### Data for the task

__________

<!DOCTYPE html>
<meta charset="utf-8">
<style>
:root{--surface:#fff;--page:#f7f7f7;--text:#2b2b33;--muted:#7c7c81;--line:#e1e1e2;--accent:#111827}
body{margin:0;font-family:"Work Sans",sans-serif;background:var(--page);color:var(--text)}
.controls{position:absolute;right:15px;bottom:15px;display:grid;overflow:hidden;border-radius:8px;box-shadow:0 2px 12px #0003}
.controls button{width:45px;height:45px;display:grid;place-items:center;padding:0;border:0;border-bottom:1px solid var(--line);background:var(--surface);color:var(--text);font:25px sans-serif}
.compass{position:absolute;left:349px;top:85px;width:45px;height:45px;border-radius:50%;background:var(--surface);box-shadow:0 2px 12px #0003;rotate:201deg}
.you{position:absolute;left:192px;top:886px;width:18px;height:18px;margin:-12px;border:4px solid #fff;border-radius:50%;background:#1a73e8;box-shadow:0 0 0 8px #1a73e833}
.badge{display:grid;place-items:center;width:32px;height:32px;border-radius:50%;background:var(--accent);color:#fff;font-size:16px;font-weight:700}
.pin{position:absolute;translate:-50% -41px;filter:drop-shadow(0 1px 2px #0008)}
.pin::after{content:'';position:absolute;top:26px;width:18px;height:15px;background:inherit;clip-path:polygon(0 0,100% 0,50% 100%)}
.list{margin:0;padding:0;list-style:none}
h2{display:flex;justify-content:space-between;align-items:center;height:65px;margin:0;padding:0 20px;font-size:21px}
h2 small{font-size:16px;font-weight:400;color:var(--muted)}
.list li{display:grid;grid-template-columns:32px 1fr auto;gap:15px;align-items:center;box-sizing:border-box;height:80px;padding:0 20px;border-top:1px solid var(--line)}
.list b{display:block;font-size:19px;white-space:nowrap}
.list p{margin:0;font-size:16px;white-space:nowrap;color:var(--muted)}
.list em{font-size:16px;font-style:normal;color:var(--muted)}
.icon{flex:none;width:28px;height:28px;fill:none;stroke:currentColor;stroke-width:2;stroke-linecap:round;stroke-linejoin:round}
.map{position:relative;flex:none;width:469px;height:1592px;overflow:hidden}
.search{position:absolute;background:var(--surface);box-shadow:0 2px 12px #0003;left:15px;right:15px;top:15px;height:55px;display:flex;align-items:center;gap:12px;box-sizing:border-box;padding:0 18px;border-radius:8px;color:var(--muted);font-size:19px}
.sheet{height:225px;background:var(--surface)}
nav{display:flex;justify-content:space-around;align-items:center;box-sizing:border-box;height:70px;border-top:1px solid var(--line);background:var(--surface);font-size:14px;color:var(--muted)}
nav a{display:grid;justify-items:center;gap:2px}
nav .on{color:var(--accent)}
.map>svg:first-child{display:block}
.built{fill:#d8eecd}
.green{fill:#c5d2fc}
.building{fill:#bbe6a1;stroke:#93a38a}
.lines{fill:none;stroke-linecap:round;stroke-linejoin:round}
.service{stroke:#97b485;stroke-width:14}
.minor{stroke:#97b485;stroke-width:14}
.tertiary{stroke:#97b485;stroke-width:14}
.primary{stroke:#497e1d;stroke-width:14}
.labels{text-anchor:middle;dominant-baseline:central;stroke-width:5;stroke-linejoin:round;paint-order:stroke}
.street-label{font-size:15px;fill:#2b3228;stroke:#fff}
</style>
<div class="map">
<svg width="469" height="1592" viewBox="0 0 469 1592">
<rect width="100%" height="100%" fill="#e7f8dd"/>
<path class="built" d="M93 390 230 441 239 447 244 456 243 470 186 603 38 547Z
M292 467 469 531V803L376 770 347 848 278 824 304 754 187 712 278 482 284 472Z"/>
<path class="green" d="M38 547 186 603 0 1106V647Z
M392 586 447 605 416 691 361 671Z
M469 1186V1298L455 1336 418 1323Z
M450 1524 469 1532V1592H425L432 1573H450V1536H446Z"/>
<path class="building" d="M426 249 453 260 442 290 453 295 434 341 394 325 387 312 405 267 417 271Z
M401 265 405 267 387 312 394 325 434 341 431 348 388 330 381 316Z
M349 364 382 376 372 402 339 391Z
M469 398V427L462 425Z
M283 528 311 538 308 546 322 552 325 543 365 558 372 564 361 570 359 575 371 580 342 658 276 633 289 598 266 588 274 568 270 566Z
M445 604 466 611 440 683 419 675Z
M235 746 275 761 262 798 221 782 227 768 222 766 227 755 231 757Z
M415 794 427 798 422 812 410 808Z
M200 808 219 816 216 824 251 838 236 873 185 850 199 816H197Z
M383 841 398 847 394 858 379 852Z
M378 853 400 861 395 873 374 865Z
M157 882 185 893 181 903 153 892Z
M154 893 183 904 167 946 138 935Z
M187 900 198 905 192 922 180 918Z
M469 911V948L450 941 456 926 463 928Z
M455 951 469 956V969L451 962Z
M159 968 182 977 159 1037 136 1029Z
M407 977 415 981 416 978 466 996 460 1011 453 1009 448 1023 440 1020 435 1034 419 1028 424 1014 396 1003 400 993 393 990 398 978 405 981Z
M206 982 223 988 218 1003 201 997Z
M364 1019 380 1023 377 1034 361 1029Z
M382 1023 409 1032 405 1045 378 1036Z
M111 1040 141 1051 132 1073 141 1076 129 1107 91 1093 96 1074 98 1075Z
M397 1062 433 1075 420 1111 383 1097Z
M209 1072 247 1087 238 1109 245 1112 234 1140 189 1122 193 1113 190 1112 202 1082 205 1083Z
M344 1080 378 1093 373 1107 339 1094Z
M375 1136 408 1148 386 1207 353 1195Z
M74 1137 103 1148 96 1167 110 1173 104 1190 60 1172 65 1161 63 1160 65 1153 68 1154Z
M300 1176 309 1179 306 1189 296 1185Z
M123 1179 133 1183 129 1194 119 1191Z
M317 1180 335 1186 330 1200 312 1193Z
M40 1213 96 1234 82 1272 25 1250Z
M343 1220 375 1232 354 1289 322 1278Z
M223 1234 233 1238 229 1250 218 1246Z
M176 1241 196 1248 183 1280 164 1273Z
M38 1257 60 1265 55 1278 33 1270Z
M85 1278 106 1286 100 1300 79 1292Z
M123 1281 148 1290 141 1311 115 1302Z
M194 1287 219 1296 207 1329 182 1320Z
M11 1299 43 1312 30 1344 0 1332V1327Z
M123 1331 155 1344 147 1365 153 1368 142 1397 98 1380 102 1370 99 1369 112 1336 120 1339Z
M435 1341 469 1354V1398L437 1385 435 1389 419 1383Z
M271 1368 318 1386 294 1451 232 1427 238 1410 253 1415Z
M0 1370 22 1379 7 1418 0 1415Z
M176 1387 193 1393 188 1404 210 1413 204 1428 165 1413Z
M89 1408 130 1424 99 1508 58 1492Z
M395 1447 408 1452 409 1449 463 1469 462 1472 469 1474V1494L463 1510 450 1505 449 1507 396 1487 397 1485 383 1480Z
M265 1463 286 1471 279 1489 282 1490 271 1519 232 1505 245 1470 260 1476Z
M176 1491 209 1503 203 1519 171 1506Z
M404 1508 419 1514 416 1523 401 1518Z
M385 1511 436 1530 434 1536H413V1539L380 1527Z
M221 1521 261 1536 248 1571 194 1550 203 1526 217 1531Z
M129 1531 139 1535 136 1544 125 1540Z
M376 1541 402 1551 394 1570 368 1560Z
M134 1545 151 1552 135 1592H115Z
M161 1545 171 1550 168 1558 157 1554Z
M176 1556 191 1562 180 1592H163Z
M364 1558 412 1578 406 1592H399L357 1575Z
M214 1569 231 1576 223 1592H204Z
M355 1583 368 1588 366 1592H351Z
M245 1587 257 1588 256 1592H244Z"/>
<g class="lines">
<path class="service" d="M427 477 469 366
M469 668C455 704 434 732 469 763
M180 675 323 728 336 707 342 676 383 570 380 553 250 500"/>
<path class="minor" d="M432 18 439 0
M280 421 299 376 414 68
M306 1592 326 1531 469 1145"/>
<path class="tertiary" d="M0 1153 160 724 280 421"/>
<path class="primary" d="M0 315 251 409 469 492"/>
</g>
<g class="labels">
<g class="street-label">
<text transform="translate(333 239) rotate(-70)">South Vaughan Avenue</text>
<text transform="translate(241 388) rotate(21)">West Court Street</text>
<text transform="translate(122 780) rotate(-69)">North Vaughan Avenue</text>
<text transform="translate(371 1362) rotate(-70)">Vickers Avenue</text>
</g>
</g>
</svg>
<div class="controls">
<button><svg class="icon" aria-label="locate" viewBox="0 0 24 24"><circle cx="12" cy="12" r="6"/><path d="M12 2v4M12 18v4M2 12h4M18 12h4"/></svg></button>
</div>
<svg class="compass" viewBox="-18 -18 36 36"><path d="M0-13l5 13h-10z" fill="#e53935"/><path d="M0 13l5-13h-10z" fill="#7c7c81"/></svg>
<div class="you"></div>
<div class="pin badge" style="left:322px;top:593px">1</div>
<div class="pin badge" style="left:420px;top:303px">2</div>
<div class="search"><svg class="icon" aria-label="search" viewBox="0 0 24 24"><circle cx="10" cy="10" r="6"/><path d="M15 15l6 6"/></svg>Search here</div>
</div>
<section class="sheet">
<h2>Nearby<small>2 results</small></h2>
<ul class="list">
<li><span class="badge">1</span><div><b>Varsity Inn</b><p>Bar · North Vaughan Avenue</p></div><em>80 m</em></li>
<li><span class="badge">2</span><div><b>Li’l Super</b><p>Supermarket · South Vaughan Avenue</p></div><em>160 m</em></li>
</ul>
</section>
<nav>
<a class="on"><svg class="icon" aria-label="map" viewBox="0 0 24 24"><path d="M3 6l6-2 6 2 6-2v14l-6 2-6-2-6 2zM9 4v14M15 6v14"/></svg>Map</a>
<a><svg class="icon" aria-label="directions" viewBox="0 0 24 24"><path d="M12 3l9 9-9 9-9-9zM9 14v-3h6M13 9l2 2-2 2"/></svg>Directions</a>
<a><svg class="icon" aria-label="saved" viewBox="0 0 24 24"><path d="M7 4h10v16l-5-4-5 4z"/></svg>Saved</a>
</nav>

__________

Search the data for "lines". Copy every matching line.

### Your response
.lines{fill:none;stroke-linecap:round;stroke-linejoin:round}
<g class="lines">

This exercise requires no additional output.